- Opening Delimiter -

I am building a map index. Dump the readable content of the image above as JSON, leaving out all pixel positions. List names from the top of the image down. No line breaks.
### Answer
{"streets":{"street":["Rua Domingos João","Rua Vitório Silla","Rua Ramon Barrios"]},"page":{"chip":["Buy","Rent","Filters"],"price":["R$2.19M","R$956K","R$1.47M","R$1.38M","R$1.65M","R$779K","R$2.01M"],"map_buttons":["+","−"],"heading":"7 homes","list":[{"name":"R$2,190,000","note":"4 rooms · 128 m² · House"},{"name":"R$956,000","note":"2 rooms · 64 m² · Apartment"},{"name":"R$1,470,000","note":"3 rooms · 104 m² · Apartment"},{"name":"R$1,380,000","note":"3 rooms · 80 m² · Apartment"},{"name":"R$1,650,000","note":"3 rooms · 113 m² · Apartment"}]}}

- Closing Delimiter -

Whatever appears in the data above must be copied word for word.

» Your solution:
I am building a map index. Dump the readable content of the image above as JSON, leaving out all pixel positions. List names from the top of the image down. No line breaks.
### Answer
{"streets":{"street":["Rua Domingos João","Rua Vitório Silla","Rua Ramon Barrios"]},"page":{"chip":["Buy","Rent","Filters"],"price":["R$2.19M","R$956K","R$1.47M","R$1.38M","R$1.65M","R$779K","R$2.01M"],"map_buttons":["+","−"],"heading":"7 homes","list":[{"name":"R$2,190,000","note":"4 rooms · 128 m² · House"},{"name":"R$956,000","note":"2 rooms · 64 m² · Apartment"},{"name":"R$1,470,000","note":"3 rooms · 104 m² · Apartment"},{"name":"R$1,380,000","note":"3 rooms · 80 m² · Apartment"},{"name":"R$1,650,000","note":"3 rooms · 113 m² · Apartment"}]}}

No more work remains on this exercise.